An analytical formula for Gaussian to non-Gaussian correlation relationship by moment-based piecewise Hermite polynomial model with application in wind engineering

Abstract

The Gaussian to non-Gaussian correlation relationship is often needed in wind engineering, e.g., simulation of stationary non-Gaussian wind pressure coefficient processes and characterizing the dependence of two non-Gaussian wind pressure coefficients. When the translation function between non-Gaussian and its underlying Gaussian variable is modelled by moment-based Hermite polynomial model (HPM), the closed-form equation of Gaussian to non-Gaussian correlation relationship has been established in literature. Recently, an improved translation function by moment-based piecewise Hermite polynomial model (PHPM) was proposed by some authors of this paper, which does not suffer from the monotonic limit.
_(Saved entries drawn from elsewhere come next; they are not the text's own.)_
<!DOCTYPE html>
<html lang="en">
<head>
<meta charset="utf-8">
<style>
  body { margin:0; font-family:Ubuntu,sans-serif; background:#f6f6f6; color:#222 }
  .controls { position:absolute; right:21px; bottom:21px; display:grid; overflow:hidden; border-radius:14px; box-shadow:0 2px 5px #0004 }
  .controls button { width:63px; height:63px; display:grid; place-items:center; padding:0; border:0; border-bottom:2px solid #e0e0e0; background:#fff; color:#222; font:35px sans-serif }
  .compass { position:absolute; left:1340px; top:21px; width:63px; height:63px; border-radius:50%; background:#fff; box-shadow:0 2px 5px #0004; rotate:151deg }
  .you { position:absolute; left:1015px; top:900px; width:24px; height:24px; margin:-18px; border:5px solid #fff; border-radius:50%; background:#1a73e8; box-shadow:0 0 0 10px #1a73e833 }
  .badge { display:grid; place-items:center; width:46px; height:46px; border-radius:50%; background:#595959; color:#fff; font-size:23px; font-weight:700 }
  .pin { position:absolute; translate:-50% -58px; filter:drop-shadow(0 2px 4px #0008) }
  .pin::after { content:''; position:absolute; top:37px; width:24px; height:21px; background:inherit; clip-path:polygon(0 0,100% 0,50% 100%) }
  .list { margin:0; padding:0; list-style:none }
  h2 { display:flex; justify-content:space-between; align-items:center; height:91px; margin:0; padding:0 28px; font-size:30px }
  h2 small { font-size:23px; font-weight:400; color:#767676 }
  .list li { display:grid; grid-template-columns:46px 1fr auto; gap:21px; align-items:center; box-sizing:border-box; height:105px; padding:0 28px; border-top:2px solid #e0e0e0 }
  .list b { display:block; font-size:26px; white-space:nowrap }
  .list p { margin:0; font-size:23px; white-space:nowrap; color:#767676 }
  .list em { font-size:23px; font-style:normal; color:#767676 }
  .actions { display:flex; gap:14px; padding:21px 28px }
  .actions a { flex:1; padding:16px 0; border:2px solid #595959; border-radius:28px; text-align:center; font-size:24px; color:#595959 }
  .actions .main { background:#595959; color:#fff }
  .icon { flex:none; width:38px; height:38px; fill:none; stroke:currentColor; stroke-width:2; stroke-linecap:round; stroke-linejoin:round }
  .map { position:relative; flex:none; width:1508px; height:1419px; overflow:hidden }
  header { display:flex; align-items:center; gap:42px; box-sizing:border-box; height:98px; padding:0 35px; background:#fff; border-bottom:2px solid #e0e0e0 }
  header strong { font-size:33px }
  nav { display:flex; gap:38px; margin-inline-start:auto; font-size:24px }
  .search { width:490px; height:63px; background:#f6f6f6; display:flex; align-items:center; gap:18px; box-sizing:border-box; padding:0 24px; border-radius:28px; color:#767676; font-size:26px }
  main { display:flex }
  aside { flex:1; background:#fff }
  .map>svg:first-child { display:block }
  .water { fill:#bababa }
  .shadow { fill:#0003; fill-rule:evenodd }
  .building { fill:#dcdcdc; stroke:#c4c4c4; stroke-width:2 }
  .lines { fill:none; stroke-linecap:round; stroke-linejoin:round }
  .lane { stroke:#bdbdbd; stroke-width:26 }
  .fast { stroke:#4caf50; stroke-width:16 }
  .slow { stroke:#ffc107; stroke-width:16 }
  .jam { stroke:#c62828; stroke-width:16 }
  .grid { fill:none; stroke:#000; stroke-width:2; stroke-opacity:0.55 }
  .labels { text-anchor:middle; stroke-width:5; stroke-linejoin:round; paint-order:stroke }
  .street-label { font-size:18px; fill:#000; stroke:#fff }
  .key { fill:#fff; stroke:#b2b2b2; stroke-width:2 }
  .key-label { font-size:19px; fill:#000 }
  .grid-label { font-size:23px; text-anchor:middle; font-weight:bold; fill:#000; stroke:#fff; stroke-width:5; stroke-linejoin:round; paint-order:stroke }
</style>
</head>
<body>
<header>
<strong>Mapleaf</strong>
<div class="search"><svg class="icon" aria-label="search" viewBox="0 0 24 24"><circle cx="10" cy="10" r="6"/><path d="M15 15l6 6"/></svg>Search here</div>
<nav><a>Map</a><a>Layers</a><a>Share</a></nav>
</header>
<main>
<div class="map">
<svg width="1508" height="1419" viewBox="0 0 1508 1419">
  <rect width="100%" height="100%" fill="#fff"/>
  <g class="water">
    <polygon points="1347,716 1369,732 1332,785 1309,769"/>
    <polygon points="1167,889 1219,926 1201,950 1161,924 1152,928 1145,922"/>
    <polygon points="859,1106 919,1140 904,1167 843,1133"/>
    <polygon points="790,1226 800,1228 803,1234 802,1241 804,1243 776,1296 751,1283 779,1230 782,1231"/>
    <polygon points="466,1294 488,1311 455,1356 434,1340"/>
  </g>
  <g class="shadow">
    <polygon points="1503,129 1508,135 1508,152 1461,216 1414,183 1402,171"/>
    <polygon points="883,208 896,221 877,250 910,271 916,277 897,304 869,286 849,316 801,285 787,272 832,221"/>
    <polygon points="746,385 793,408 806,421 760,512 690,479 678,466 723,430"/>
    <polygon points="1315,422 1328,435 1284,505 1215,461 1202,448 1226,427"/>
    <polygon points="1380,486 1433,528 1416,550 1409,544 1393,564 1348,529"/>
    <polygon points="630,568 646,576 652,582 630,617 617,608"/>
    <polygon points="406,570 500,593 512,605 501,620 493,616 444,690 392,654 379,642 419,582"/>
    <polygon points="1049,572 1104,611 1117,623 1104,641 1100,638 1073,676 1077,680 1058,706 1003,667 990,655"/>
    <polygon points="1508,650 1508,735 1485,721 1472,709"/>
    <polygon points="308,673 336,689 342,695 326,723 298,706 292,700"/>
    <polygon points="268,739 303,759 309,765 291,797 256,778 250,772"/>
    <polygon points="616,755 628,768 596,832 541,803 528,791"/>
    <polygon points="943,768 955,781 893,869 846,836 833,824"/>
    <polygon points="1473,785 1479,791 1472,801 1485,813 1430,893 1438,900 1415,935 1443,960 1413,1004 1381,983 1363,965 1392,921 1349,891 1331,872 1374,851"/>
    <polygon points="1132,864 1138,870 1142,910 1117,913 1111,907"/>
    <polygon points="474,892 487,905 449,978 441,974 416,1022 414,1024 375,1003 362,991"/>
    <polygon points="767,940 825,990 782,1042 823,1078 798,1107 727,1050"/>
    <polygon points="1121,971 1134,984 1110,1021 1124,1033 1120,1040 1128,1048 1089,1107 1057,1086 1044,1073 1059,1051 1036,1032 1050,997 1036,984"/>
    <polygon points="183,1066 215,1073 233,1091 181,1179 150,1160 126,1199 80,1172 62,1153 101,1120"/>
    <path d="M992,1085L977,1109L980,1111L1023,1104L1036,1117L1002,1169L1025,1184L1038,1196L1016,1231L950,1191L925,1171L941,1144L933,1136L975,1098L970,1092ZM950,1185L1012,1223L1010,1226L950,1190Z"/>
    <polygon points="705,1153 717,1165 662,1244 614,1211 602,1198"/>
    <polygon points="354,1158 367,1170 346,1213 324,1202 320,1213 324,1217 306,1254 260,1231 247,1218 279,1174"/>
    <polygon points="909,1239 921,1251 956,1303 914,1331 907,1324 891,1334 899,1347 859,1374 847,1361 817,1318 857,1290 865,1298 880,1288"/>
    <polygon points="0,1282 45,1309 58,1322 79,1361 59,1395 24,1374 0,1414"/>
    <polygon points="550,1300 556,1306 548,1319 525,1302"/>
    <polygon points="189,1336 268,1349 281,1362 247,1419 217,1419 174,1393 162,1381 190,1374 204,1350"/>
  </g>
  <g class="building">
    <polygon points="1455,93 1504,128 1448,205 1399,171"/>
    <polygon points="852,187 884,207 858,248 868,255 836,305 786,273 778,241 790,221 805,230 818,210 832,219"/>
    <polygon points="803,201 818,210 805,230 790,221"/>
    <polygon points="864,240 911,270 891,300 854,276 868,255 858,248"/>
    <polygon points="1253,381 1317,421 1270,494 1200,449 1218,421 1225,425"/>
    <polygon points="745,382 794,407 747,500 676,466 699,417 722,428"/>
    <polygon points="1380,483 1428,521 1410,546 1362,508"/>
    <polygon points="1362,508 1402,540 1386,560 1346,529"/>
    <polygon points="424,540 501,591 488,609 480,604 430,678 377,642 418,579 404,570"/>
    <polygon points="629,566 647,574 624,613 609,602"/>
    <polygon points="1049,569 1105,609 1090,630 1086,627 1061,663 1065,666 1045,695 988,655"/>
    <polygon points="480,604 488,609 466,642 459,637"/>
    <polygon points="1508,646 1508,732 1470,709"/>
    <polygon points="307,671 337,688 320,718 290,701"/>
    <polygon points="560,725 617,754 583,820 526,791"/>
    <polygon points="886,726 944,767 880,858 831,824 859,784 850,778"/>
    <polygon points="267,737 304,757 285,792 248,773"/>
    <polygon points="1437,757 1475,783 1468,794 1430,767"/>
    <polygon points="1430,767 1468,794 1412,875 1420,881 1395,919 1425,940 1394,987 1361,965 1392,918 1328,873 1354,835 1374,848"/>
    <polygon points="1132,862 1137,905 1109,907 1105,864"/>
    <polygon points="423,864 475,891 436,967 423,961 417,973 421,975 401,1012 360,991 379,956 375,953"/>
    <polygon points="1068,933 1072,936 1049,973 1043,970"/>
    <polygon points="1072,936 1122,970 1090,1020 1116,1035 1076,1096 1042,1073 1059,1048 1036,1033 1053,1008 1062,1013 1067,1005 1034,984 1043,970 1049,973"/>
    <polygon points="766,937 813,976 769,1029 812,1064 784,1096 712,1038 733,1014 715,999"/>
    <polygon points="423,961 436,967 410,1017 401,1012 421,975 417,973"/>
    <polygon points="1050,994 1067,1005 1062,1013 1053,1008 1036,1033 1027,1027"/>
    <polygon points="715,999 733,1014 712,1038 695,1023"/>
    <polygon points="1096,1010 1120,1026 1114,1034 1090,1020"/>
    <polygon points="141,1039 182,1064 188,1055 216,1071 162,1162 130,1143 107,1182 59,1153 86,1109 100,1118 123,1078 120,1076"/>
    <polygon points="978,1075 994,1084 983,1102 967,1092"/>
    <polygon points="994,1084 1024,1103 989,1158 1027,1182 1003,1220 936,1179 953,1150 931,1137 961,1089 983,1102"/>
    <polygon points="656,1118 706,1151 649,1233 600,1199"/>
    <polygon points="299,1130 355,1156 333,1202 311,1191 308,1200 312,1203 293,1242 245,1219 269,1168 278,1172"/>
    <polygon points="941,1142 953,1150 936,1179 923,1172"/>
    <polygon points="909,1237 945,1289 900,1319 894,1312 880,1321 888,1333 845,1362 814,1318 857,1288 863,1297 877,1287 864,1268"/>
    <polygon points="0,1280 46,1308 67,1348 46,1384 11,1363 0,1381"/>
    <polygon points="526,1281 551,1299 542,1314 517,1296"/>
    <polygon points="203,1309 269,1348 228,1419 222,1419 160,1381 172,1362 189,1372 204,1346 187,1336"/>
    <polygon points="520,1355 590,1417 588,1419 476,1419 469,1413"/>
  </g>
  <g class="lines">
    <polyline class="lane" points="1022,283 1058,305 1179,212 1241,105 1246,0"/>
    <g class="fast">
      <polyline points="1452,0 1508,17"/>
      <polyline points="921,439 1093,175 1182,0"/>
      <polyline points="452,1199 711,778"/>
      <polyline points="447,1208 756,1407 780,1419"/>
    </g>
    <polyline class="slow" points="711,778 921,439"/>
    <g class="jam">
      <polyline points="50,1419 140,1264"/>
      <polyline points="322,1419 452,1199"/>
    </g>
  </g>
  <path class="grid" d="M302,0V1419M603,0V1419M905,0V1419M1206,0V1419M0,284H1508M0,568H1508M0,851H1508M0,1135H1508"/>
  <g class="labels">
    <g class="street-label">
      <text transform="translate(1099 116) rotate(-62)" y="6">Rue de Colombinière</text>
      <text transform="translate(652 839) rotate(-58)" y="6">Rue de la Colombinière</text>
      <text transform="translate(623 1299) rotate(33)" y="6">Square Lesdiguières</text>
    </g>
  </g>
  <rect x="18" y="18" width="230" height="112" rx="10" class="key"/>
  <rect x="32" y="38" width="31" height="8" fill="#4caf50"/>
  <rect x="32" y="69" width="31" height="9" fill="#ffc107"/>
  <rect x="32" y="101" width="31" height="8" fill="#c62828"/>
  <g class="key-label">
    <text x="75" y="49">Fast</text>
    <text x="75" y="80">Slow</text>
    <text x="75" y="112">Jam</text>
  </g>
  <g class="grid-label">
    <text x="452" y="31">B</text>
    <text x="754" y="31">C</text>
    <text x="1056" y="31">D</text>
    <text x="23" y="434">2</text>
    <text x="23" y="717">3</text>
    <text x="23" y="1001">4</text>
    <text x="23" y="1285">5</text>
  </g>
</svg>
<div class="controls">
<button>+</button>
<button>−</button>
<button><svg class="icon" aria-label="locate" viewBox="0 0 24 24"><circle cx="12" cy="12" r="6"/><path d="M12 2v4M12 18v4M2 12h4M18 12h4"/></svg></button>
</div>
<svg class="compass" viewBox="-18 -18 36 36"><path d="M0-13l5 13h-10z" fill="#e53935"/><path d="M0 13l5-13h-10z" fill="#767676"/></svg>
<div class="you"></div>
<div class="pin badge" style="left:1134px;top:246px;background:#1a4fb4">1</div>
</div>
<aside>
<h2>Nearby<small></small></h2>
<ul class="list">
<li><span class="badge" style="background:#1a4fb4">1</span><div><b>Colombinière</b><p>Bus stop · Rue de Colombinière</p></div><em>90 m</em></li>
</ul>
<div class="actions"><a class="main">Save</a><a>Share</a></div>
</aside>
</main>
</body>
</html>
Nevertheless, the Gaussian to non-Gaussian correlation relationship by moment-based PHPM has not been derived. This study proposes an analytical formula for Gaussian to non-Gaussian correlation relationship by moment-based PHPM based on characteristics of truncated bivariate Gaussian distribution. Numerical investigations are then carried out to demonstrate the performance of the proposed analytical formula. Finally, it is applied to simulate the non-Gaussian wind pressure coefficient processes and establish the joint probability density function of two non-Gaussian wind pressure coefficients. Results show that the proposed analytical formula is effective. The possible limitation of using this analytical formula is also pointed out at last.